PERSISTENCIA

De la rebelión de la alegría

Margarita Carrera

|

No cabe duda de que a los escritores y artistas en general nos consume, de manera románticamente depravada —desde tiempos inmemoriales— un sadomasoquismo recalcitrante que nos arrebata, sin compasión ni sosiego, la alegría de vivir. Y se trata, entonces, al escribir, de tocar únicamente los temas más sombríos y dolorosos, no para realizar con ellos, a la manera aristotélica, una redentora catarsis, sino para remover y conmover, en nosotros y en los demás, un inagotable deleite de calamidades.

Y al ver que se nos aplaude porque enseñamos nuestras llagas, nuestros sufrimientos, y se nos estimula para que sigamos haciéndolo, pensamos que, o bien somos unos masoquistas redomados que gozamos con el exhibicionismo tétrico de nuestras agonías, o bien, que los lectores son unos sádicos descomunalmente fieros que disfrutan —como en un circo romano— de los alaridos infernales, de las almas destrozadas.

Cuando nos saliéramos de la línea de lo maldito simplemente porque sintiéramos que lo bendito es también infinitamente bello, y de este modo, nos diera por escribir ya no sobre las tenebrosas tinieblas, los suplicios infernales, sino, por el contrario, sobre ángeles de remotos brillos esplendentes, destellos de música innumerable, sueño, regocijo para el tránsito, todo ello como una renuncia irrevocable a nuestros trasfondos de espinas calculadoramente enemigas, resulta que al ser leídas nuestras palabras por un joven y descomunal poeta, de innegable genio e ingenio romántico, este —representante inconsciente de innumerables lectores y creadores— se enfureció con nosotros, no quiso seguir leyendo o escuchando nuestro trabajo, y nos condenó, despiadado, a que regresáramos al noveno círculo dantesco, pues no teníamos derecho a mudarnos de casa, así por así, de la noche a la mañana. Ninguna protesta en nuestra parte fue escuchada y solo se nos conminó, más bien, se nos condenó al castigo.

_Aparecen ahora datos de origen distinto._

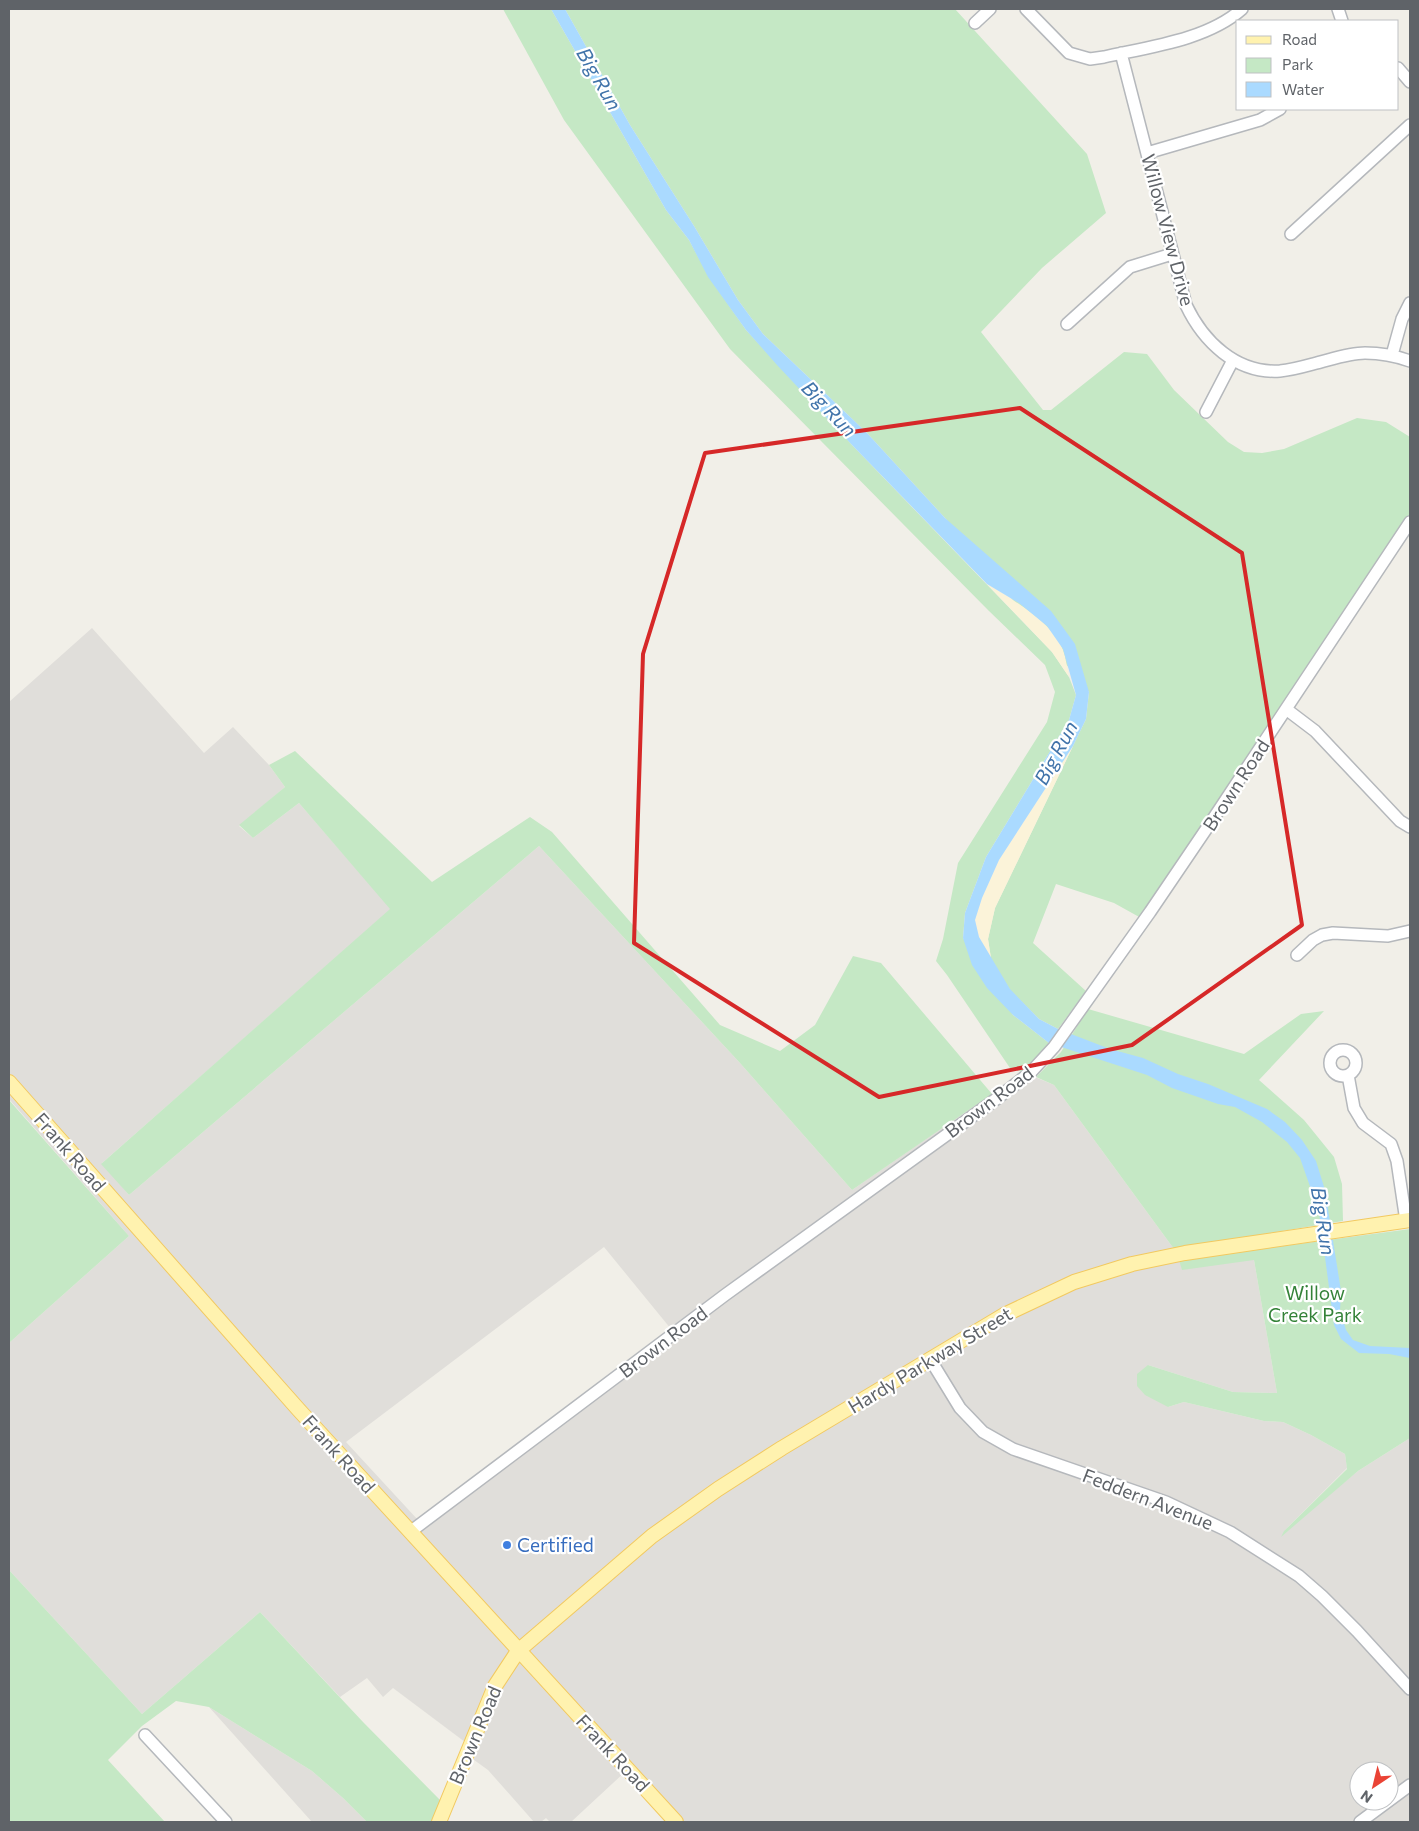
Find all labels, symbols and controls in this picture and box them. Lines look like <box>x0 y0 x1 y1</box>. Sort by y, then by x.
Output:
legend <box>1236 20 1399 110</box>
text: Road <box>1282 30 1317 48</box>
water label: Big Run <box>572 43 627 114</box>
text: Park <box>1282 55 1313 73</box>
text: Water <box>1282 80 1324 98</box>
street label: Willow View Drive <box>1137 151 1200 308</box>
water label: Big Run <box>797 375 862 441</box>
water label: Big Run <box>1028 717 1082 788</box>
street label: Brown Road <box>1197 735 1274 835</box>
street label: Brown Road <box>940 1061 1037 1142</box>
street label: Frank Road <box>30 1107 111 1196</box>
water label: Big Run <box>1307 1185 1341 1257</box>
park label: Willow Creek Park <box>1268 1281 1362 1326</box>
street label: Brown Road <box>614 1301 711 1382</box>
street label: Hardy Parkway Street <box>843 1301 1016 1418</box>
street label: Frank Road <box>298 1410 380 1497</box>
street label: Feddern Avenue <box>1080 1463 1217 1534</box>
place label: Certified <box>517 1533 594 1556</box>
marker: Certified <box>501 1539 513 1551</box>
street label: Brown Road <box>444 1682 506 1787</box>
street label: Frank Road <box>572 1709 655 1796</box>
north arrow <box>1349 1761 1399 1811</box>
text: N <box>1357 1787 1375 1807</box>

Su arrebato era tan grande y pasional que no dejó de hechizarnos; sin embargo, nos convencimos, pronto, de que si bien renunciábamos a una dudosa y fatua eternidad que únicamente las tenebrosidades y las tinieblas nos podían otorgar, escogimos, en cambio, la efímera y bienhechora luz que nos proporciona alegría, aunque a sabiendas de que por ello perderíamos a ciertos brillantes lectores, sádicos cisnes de excelente paladar para el seductor fuego infernal.

Recordamos, entonces, a Pablo Neruda cuando encabezó “la rebelión de la alegría” en contra de tremebundos creadores y lectores, así como de funestos críticos voraces, que le conminaban a seguir escribiendo, una y otra vez, la canción desesperada. A Pablo, pensamos —sin medir estaturas poéticas— la canción desesperada. A nosotros, las letanías malditas o el noveno círculo.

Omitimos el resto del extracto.